**WORK INSTRUCTION:** In the records below, count every line that contains the word "center" and report only the total.

─── DATA FOR THE TASK

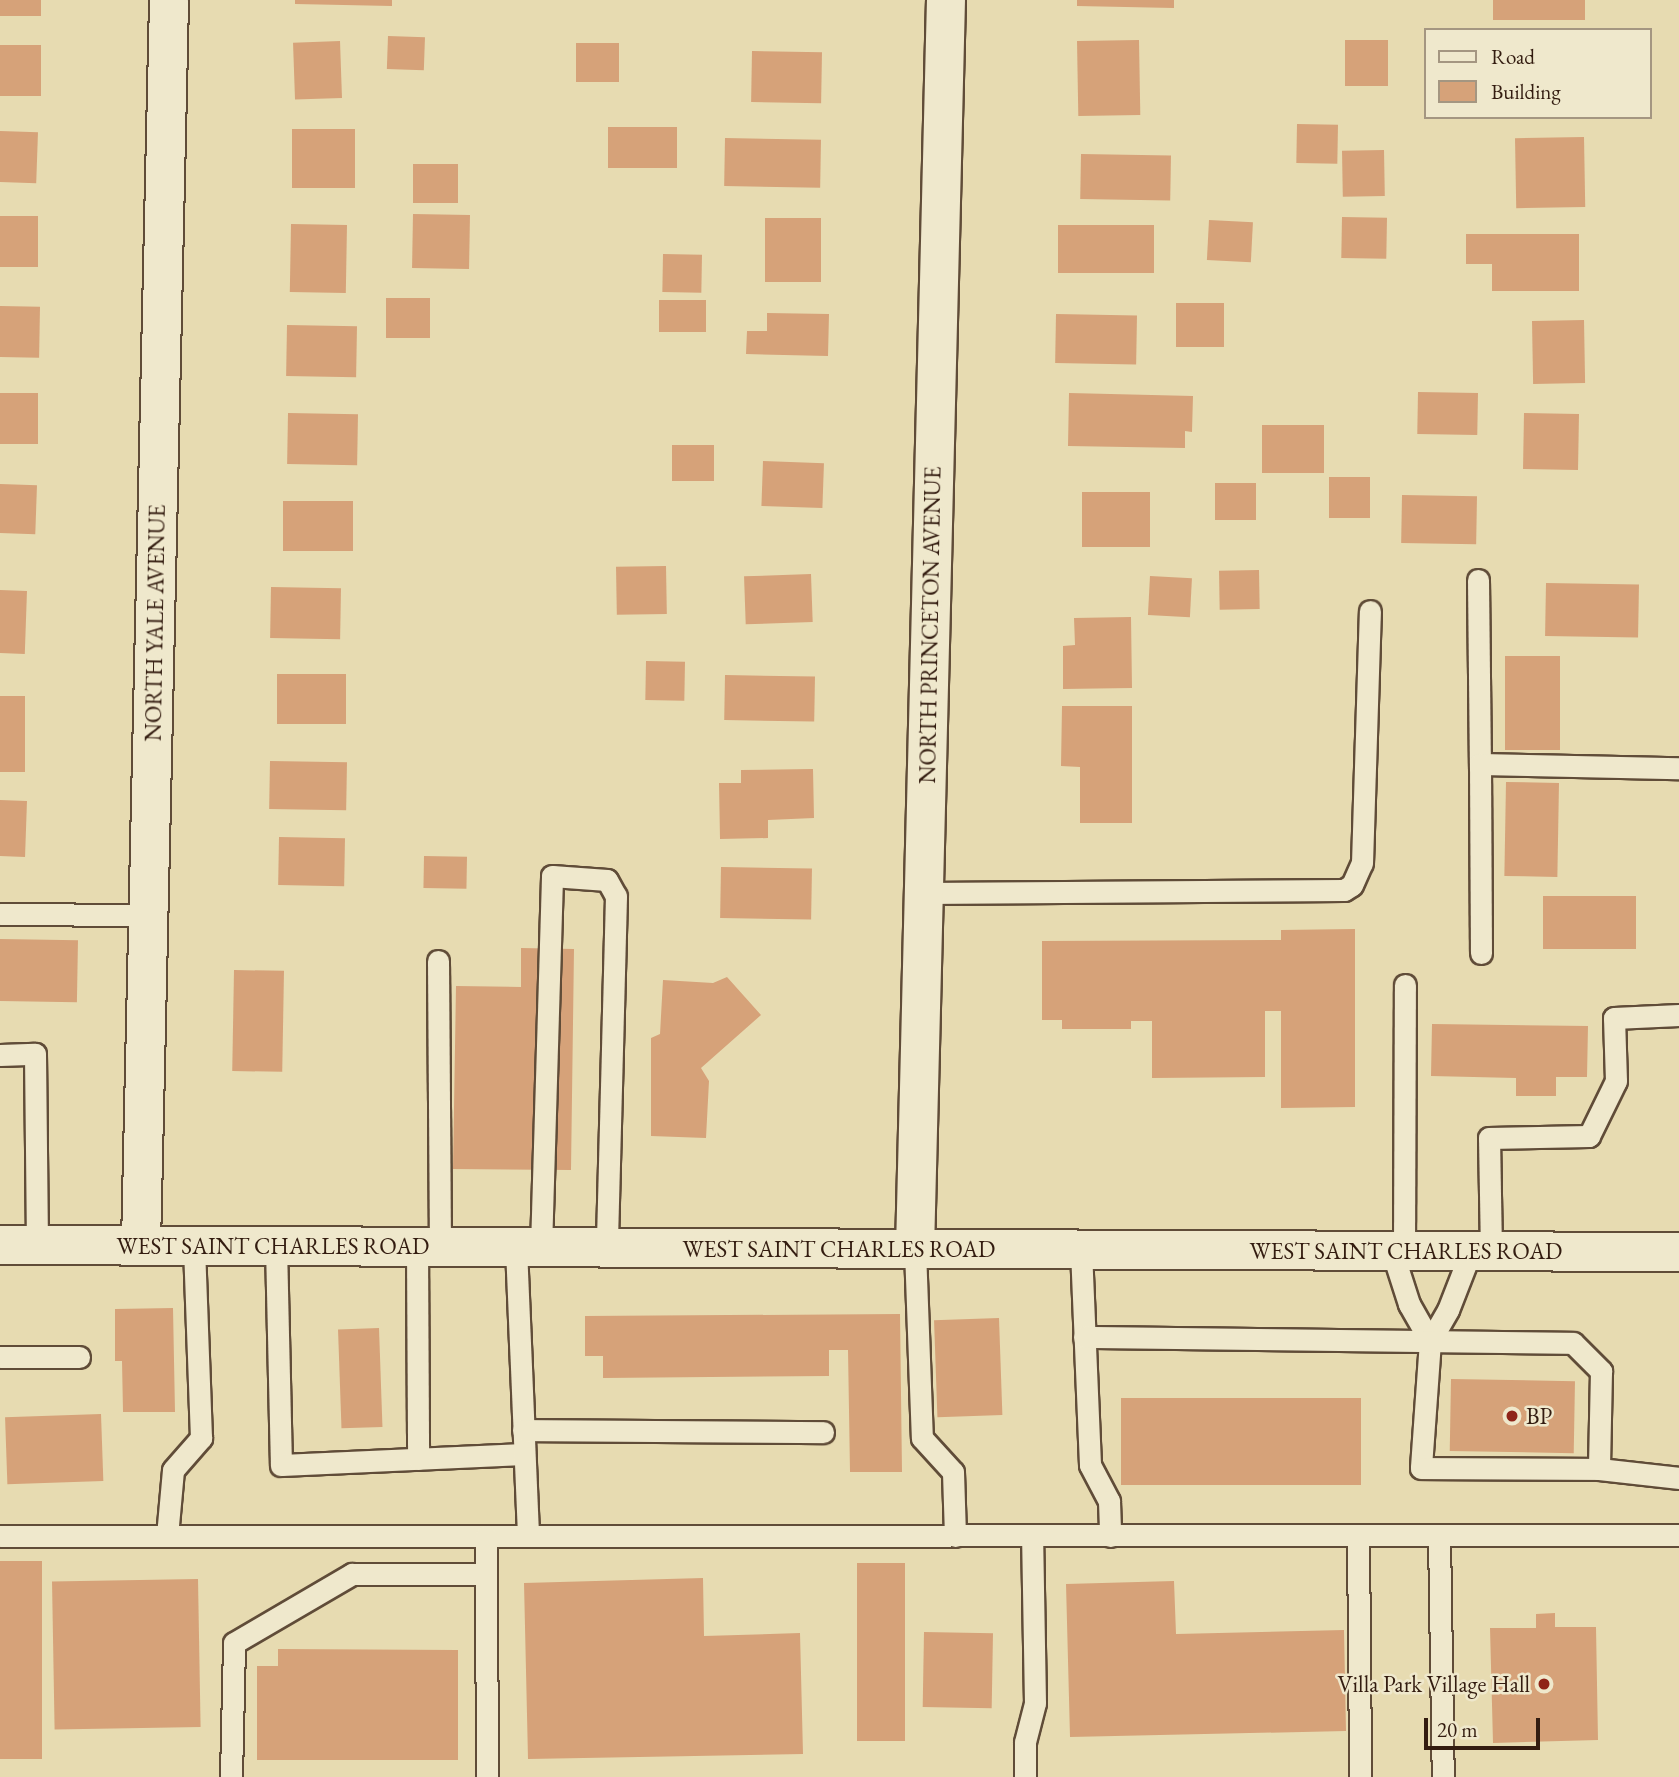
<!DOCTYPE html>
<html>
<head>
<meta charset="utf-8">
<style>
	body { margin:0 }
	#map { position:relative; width:1679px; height:1777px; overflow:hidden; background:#e7dbb1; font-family:"EB Garamond",serif }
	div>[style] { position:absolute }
	.building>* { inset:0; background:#d6a279; transform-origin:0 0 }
	.roads { filter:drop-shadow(2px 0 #604c38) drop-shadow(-2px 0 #604c38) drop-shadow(0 2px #604c38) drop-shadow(0 -2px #604c38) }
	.lane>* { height:21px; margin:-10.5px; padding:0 10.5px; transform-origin:10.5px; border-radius:10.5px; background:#efe8cc }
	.street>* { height:38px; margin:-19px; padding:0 19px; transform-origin:19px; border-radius:19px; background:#efe8cc }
	.secondary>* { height:38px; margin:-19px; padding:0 19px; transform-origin:19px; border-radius:19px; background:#efe8cc }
	.dots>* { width:19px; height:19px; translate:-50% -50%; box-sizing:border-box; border:4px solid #efe8cc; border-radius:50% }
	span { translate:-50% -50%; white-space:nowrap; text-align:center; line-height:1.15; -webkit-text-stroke:5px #efe8cc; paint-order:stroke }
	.street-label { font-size:23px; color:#331c10 }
	.poi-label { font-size:23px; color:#331c10 }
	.left { translate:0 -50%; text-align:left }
	.right { translate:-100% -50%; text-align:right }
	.legend { position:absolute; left:1424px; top:28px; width:228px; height:91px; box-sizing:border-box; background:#efe8cc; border:2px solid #a49681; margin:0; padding:9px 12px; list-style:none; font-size:21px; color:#331c10 }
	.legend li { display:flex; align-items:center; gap:14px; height:35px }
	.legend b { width:35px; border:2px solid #a49681 }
	.scale { position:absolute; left:1424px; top:1718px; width:116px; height:32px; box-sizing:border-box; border:4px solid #331c10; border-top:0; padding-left:9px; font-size:21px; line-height:24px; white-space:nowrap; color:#331c10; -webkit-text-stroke:5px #efe8cc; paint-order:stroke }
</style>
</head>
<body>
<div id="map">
	<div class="building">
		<div style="left:0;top:0;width:41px;height:16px"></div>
		<div style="clip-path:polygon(295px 0,392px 0,392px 6px,295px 4px)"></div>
		<div style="clip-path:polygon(1077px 0,1174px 0,1174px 8px,1077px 6px)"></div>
		<div style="left:1493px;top:0;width:92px;height:20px"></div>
		<div style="left:388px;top:36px;width:37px;height:33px;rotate:2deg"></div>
		<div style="left:1139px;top:40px;width:75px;height:62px;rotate:89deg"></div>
		<div style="left:1345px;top:40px;width:43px;height:46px"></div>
		<div style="left:340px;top:41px;width:57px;height:47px;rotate:88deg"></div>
		<div style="left:576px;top:43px;width:43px;height:39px"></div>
		<div style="left:0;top:45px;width:41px;height:51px"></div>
		<div style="left:752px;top:51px;width:70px;height:51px;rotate:1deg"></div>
		<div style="left:1297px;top:124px;width:41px;height:39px;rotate:1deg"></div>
		<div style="left:608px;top:127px;width:69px;height:41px"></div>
		<div style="left:292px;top:129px;width:63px;height:59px"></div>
		<div style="left:0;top:131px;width:38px;height:51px;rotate:2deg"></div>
		<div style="left:1584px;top:137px;width:70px;height:69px;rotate:89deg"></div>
		<div style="left:725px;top:138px;width:96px;height:48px;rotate:1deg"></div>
		<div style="left:1384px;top:150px;width:46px;height:42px;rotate:89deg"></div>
		<div style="left:1081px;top:154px;width:90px;height:45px;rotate:1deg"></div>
		<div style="left:413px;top:164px;width:45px;height:39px"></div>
		<div style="left:413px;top:214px;width:57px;height:54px;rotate:1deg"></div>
		<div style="left:0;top:216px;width:38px;height:51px"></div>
		<div style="left:1342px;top:217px;width:45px;height:41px;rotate:1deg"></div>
		<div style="left:821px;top:218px;width:64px;height:56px;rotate:90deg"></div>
		<div style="left:1209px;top:220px;width:44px;height:40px;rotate:3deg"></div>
		<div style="left:291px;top:224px;width:56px;height:68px;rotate:1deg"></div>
		<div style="left:1058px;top:225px;width:96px;height:48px"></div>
		<div style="clip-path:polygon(1466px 234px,1579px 234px,1579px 291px,1492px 291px,1492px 264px,1466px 264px)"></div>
		<div style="left:663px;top:254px;width:39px;height:38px;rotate:1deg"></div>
		<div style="left:386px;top:298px;width:44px;height:40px"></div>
		<div style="left:659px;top:300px;width:47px;height:32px"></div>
		<div style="left:1176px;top:303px;width:48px;height:44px"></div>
		<div style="left:0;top:306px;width:40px;height:51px;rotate:1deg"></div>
		<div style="clip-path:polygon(767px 313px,829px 314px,828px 356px,746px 354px,747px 331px,767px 331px)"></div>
		<div style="left:1056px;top:314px;width:81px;height:49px;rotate:1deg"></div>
		<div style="left:1584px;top:320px;width:63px;height:52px;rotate:89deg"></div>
		<div style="left:287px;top:325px;width:70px;height:51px;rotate:1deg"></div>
		<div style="left:1418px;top:392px;width:60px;height:42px;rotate:1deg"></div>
		<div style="left:0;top:393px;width:38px;height:51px"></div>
		<div style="clip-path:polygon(1069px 393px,1193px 396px,1192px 432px,1185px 431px,1185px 448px,1068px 446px)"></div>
		<div style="left:288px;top:413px;width:70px;height:51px;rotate:1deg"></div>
		<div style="left:1524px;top:413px;width:55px;height:56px;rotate:1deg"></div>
		<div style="left:1262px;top:425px;width:62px;height:48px"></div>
		<div style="left:714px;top:445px;width:36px;height:42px;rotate:90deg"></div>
		<div style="left:763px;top:461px;width:61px;height:45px;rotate:2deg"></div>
		<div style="left:1370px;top:477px;width:41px;height:41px;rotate:90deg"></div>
		<div style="left:1215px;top:483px;width:41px;height:37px"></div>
		<div style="left:0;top:484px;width:37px;height:49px;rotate:2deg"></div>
		<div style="left:1082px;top:492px;width:68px;height:55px"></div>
		<div style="left:1402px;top:495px;width:75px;height:48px;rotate:1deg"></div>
		<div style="left:283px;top:501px;width:70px;height:50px"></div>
		<div style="left:666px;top:566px;width:48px;height:50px;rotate:89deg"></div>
		<div style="left:1259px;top:570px;width:39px;height:40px;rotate:89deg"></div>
		<div style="left:811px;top:574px;width:48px;height:67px;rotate:88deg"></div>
		<div style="left:1150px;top:576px;width:42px;height:39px;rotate:3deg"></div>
		<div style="left:1546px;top:583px;width:93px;height:53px;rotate:1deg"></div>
		<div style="left:271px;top:587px;width:70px;height:51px;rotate:1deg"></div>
		<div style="left:0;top:590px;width:27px;height:63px;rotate:2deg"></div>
		<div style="clip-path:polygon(1131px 617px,1132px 688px,1063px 689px,1063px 646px,1075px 645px,1074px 618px)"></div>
		<div style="left:1505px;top:656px;width:55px;height:94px"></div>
		<div style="left:646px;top:661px;width:39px;height:39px;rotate:1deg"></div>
		<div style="left:277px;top:674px;width:69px;height:50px"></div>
		<div style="left:725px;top:675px;width:90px;height:45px;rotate:1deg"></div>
		<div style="left:0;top:696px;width:25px;height:76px"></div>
		<div style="clip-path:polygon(1062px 706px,1132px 706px,1132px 823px,1080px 823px,1080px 767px,1061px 766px)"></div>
		<div style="left:270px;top:761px;width:77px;height:48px;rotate:1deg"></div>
		<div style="clip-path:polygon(813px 769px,814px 818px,768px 820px,768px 838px,720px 839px,719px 783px,741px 783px,741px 770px)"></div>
		<div style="left:1506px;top:782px;width:53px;height:94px;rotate:1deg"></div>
		<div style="left:0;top:800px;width:27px;height:56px;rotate:2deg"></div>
		<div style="left:279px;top:837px;width:66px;height:48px;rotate:1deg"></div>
		<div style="left:424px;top:856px;width:43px;height:32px;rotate:1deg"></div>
		<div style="left:721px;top:867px;width:91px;height:51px;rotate:1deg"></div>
		<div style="left:1543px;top:896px;width:93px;height:53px"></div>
		<div style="clip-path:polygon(1355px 929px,1355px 1107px,1281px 1108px,1281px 1011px,1265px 1011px,1265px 1077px,1152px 1078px,1152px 1021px,1131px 1021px,1131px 1029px,1062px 1029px,1062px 1020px,1042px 1020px,1042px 941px,1281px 940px,1281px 930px)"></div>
		<div style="left:0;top:939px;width:78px;height:62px;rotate:1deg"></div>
		<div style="clip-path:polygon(521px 948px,574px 949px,571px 1170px,453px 1169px,456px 986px,521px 987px)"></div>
		<div style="left:234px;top:970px;width:50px;height:101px;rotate:1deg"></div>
		<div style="clip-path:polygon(727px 977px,761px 1015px,701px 1068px,709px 1081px,706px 1138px,651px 1136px,651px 1038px,660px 1034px,663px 980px,713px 983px)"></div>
		<div style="clip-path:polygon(1432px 1024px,1588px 1026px,1587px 1077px,1556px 1077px,1556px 1096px,1516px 1096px,1516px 1078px,1431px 1076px)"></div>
		<div style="clip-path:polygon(173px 1308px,175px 1412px,123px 1412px,122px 1361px,115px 1361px,115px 1309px)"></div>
		<div style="clip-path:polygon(900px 1314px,902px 1472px,850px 1472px,848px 1350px,829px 1350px,829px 1376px,603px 1378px,603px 1356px,585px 1356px,585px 1316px)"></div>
		<div style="left:999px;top:1318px;width:97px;height:65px;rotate:88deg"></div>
		<div style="left:379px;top:1328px;width:99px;height:41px;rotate:88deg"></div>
		<div style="left:1451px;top:1379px;width:124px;height:72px;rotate:1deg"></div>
		<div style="left:1121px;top:1398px;width:240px;height:87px"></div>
		<div style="left:101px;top:1414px;width:67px;height:96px;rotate:88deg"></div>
		<div style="left:0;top:1561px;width:42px;height:198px"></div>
		<div style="left:857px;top:1563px;width:48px;height:178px"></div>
		<div style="clip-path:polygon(703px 1578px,704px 1636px,800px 1633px,803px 1754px,528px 1759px,524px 1583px)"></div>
		<div style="left:198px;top:1579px;width:148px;height:146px;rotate:89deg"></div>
		<div style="clip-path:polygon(1174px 1581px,1176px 1634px,1344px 1630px,1346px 1731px,1070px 1737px,1066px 1584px)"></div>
		<div style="clip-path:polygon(1555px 1613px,1555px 1627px,1596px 1627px,1598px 1740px,1493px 1743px,1490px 1628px,1536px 1628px,1536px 1614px)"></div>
		<div style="left:924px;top:1632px;width:69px;height:75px;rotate:1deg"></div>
		<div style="clip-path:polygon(278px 1649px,458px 1650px,458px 1760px,257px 1760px,257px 1666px,278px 1666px)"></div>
	</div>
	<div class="roads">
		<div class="lane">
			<div style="left:1478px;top:580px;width:184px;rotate:89.4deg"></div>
			<div style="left:1480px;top:764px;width:199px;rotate:1.2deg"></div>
			<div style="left:1480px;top:764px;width:189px;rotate:89.7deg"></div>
			<div style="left:924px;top:893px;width:420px;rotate:-0.4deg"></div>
			<div style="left:1344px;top:890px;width:9px;rotate:-32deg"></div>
			<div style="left:1352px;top:885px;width:24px;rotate:-66deg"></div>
			<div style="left:1362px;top:863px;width:252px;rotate:-88.2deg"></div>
			<div style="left:0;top:914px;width:148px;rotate:0.4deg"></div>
			<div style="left:438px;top:961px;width:286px;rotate:89.6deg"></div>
			<div style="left:0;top:1055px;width:35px;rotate:-2deg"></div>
			<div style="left:35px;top:1054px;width:191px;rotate:89.4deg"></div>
			<div style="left:276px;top:1246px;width:219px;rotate:88.7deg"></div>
			<div style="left:281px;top:1465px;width:243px;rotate:-2.6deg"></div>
			<div style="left:417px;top:1247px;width:212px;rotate:89.7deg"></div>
			<div style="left:516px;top:1248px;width:288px;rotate:87.6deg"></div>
			<div style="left:541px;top:1248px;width:372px;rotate:-88.3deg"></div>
			<div style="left:552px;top:876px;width:55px;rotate:4.2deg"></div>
			<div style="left:607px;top:880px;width:18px;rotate:61deg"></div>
			<div style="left:616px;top:896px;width:352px;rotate:91.5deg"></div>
			<div style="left:915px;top:1250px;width:188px;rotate:87.9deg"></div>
			<div style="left:922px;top:1438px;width:46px;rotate:47.6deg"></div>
			<div style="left:953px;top:1472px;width:64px;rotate:88.2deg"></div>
			<div style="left:1081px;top:1250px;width:215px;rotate:87.6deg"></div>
			<div style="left:1090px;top:1465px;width:41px;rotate:62.2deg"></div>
			<div style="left:1109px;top:1501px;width:35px;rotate:88deg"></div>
			<div style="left:1392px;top:1251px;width:56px;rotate:72.2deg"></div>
			<div style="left:1409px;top:1304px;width:43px;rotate:60.4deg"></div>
			<div style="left:1404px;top:1251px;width:266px;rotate:-89.8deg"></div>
			<div style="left:1471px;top:1251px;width:63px;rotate:111.3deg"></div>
			<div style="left:1448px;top:1310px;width:36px;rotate:120deg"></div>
			<div style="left:1430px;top:1341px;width:127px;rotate:94.1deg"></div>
			<div style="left:1421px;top:1468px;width:178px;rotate:0.3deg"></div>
			<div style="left:1491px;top:1251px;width:113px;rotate:-91deg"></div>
			<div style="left:1489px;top:1138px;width:100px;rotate:-1.1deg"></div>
			<div style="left:1589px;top:1136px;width:61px;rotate:-63.9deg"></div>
			<div style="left:1616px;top:1081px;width:63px;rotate:-91.8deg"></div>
			<div style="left:1614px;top:1018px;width:65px;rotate:-2.6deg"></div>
			<div style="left:1084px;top:1337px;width:489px;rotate:0.7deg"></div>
			<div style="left:1573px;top:1343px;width:40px;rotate:45deg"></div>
			<div style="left:1601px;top:1371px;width:98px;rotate:91.2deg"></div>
			<div style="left:1599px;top:1469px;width:81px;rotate:6.4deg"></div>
			<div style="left:0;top:1357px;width:79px"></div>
			<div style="left:523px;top:1430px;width:300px;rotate:0.4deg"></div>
			<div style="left:1358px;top:1535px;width:242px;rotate:89.5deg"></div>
			<div style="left:1439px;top:1535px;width:242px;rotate:89.1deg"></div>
			<div style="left:0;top:1536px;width:1679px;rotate:-0.03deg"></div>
			<div style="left:167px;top:1536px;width:66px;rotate:-84.8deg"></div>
			<div style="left:173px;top:1470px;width:43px;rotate:-48.8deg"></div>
			<div style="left:201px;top:1438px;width:192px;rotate:-92.1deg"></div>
			<div style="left:486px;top:1536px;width:241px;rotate:89.8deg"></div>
			<div style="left:231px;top:1777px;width:134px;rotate:-88.7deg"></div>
			<div style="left:234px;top:1643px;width:137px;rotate:-30.3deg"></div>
			<div style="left:352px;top:1574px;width:134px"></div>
			<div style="left:1025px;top:1777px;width:35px;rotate:-90deg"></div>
			<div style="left:1025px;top:1742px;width:40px;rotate:-75.6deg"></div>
			<div style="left:1035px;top:1703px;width:167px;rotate:-91deg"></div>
		</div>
		<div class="street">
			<div style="left:141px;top:1245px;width:1245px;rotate:-88.71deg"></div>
			<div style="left:915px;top:1250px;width:1250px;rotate:-88.58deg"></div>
		</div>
		<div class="secondary">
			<div style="left:0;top:1245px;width:1679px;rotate:0.24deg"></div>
		</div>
	</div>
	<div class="dots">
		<div style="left:1512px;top:1416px;background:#8f2418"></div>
		<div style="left:1544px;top:1684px;background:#8f2418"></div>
	</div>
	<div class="street-label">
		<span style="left:155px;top:623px;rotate:-89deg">NORTH YALE AVENUE</span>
		<span style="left:930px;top:625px;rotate:-89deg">NORTH PRINCETON AVENUE</span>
		<span style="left:273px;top:1246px">WEST SAINT CHARLES ROAD</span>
		<span style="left:839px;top:1249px">WEST SAINT CHARLES ROAD</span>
		<span style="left:1406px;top:1251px">WEST SAINT CHARLES ROAD</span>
	</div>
	<div class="poi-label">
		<span class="left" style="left:1526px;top:1416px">BP</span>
		<span class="right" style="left:1530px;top:1684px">Villa Park Village Hall</span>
	</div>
	<ul class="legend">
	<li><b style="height:9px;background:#efe8cc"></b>Road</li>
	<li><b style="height:19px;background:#d6a279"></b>Building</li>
	</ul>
	<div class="scale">20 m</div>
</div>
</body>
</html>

──────

**RESULT FOR THIS EXERCISE:** 2